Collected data
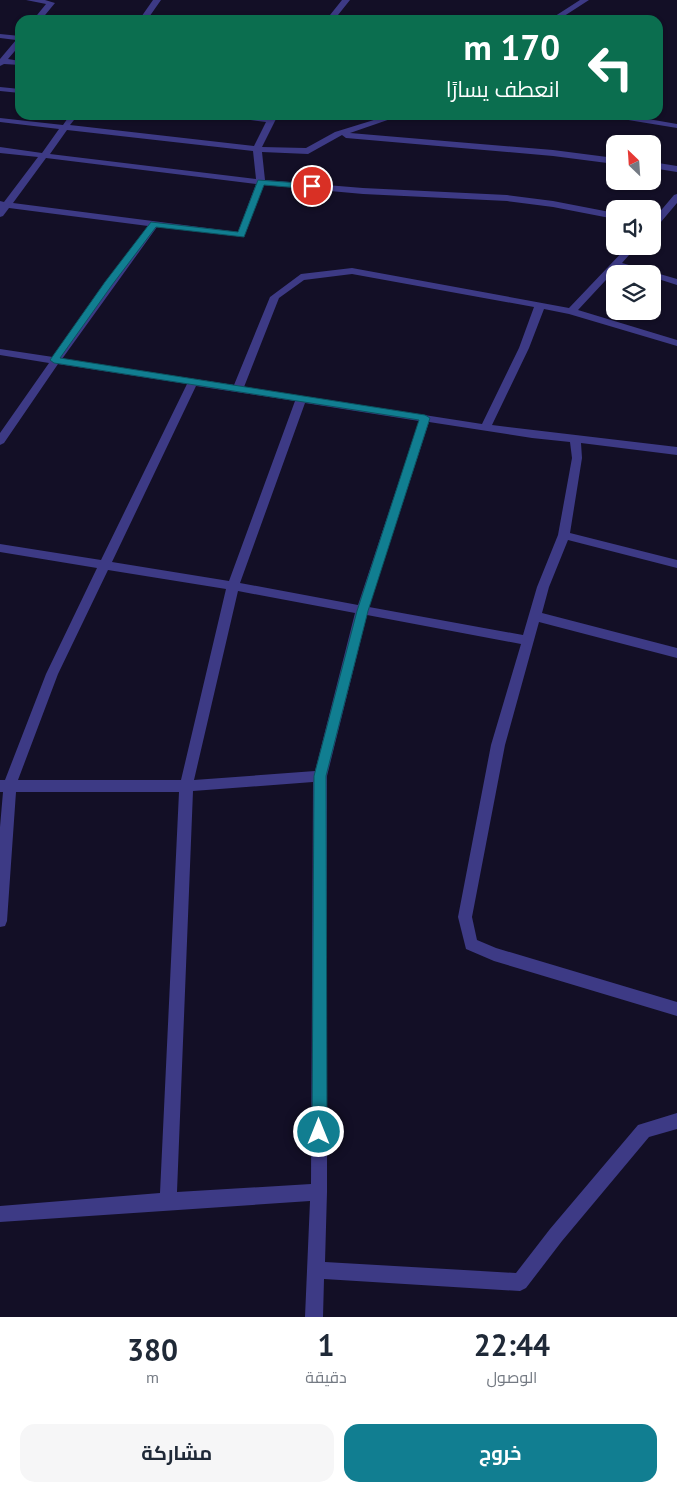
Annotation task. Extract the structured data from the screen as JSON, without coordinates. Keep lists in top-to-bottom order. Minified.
{"north":"top left","page":{"turn":["170 m","انعطف يسارًا"],"eta":["22:44","الوصول","1","دقيقة","380","m"],"buttons":["خروج","مشاركة"]}}
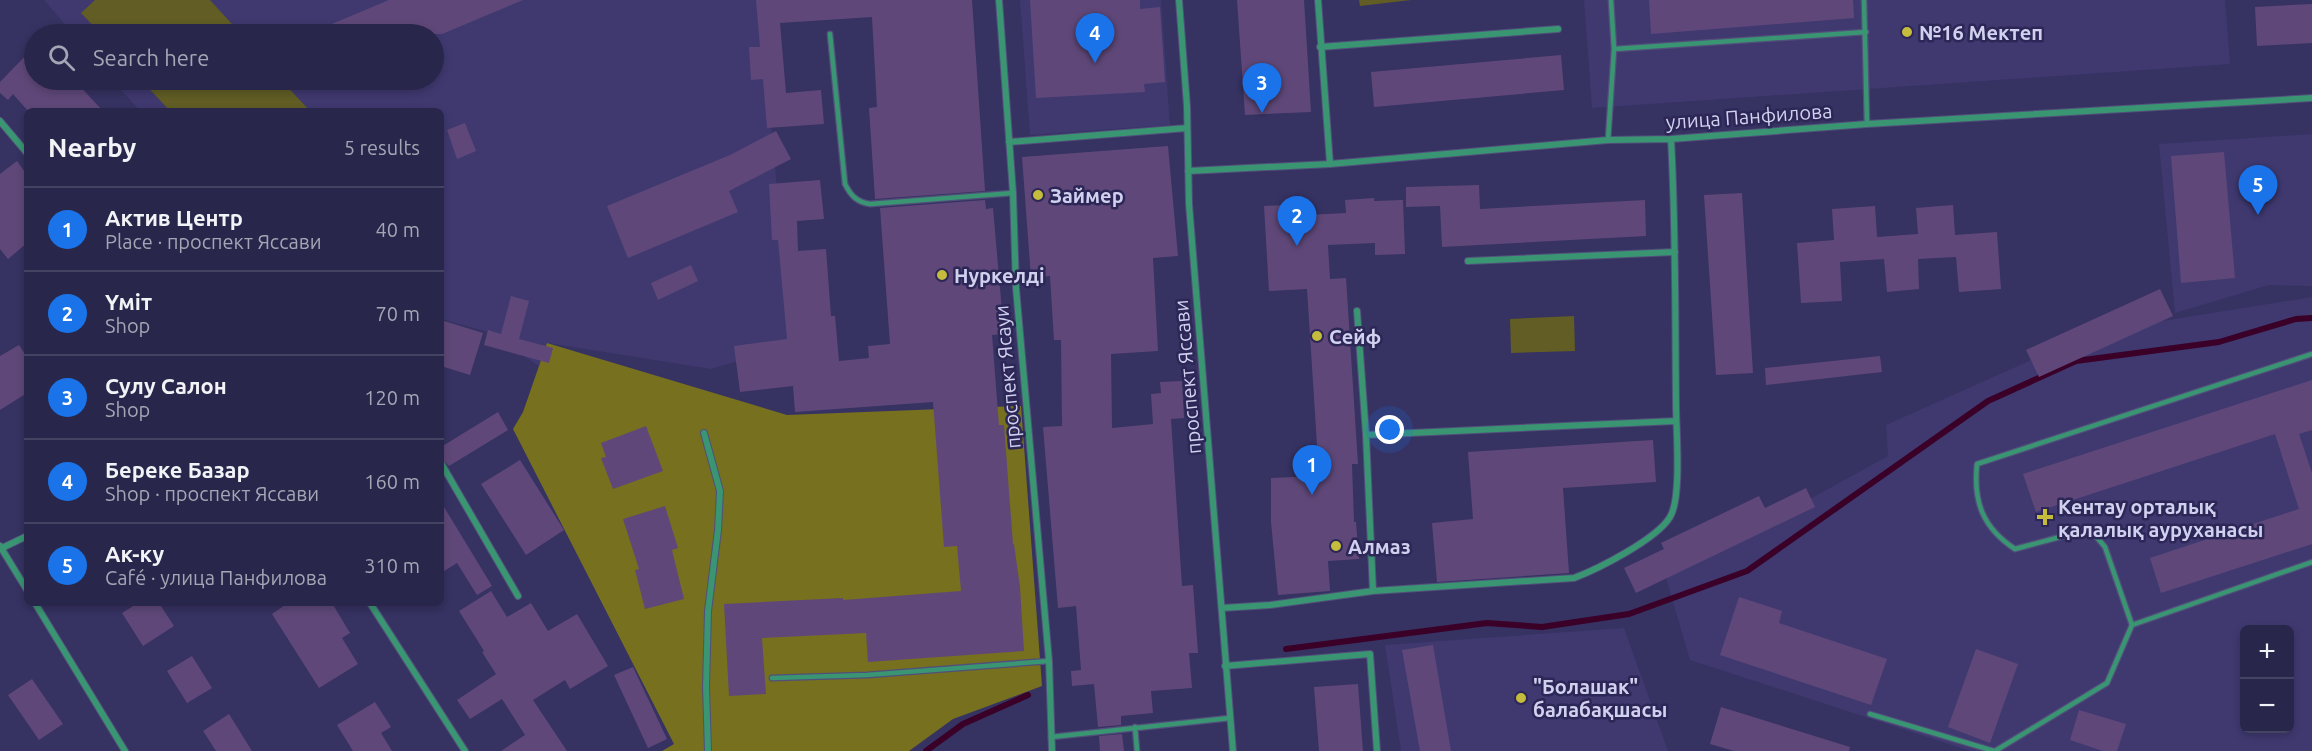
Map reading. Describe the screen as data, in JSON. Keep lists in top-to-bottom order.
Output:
{
  "streets": {
    "street": ["улица Панфилова", "проспект Ясауи", "проспект Яссави"]
  },
  "crossings": [
    ["улица Панфилова", "проспект Яссави"]
  ],
  "places": {
    "other": [
      "№16 Мектеп",
      "Займер",
      "Нуркелді",
      "Сейф",
      "Алмаз",
      "\"Болашак\" балабақшасы"
    ],
    "health": ["Кентау орталық қалалық ауруханасы"]
  },
  "page": {
    "pins": [
      "4",
      "3",
      "5",
      "2",
      "1"
    ],
    "search": "Search here",
    "heading": ["Nearby", "5 results"],
    "list": [
      {
        "mark": "1",
        "name": "Актив Центр",
        "note": "Place · проспект Яссави",
        "value": "40 m"
      },
      {
        "mark": "2",
        "name": "Үміт",
        "note": "Shop",
        "value": "70 m"
      },
      {
        "mark": "3",
        "name": "Сулу Салон",
        "note": "Shop",
        "value": "120 m"
      },
      {
        "mark": "4",
        "name": "Береке Базар",
        "note": "Shop · проспект Яссави",
        "value": "160 m"
      },
      {
        "mark": "5",
        "name": "Ак-ку",
        "note": "Café · улица Панфилова",
        "value": "310 m"
      }
    ],
    "map_buttons": ["+", "−"]
  }
}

§ **WORK TO BE COMPLETED**: The answer should contain only the lines from the start of the records above through the line with "Map reading. Describe", copied exactly, and no pictures.

§ **SOLUTION FOR THIS EXERCISE**:
Annotation task. Extract the structured data from the screen as JSON, without coordinates. Keep lists in top-to-bottom order. Minified.
{"north":"top left","page":{"turn":["170 m","انعطف يسارًا"],"eta":["22:44","الوصول","1","دقيقة","380","m"],"buttons":["خروج","مشاركة"]}}
Map reading. Describe the screen as data, in JSON. Keep lists in top-to-bottom order.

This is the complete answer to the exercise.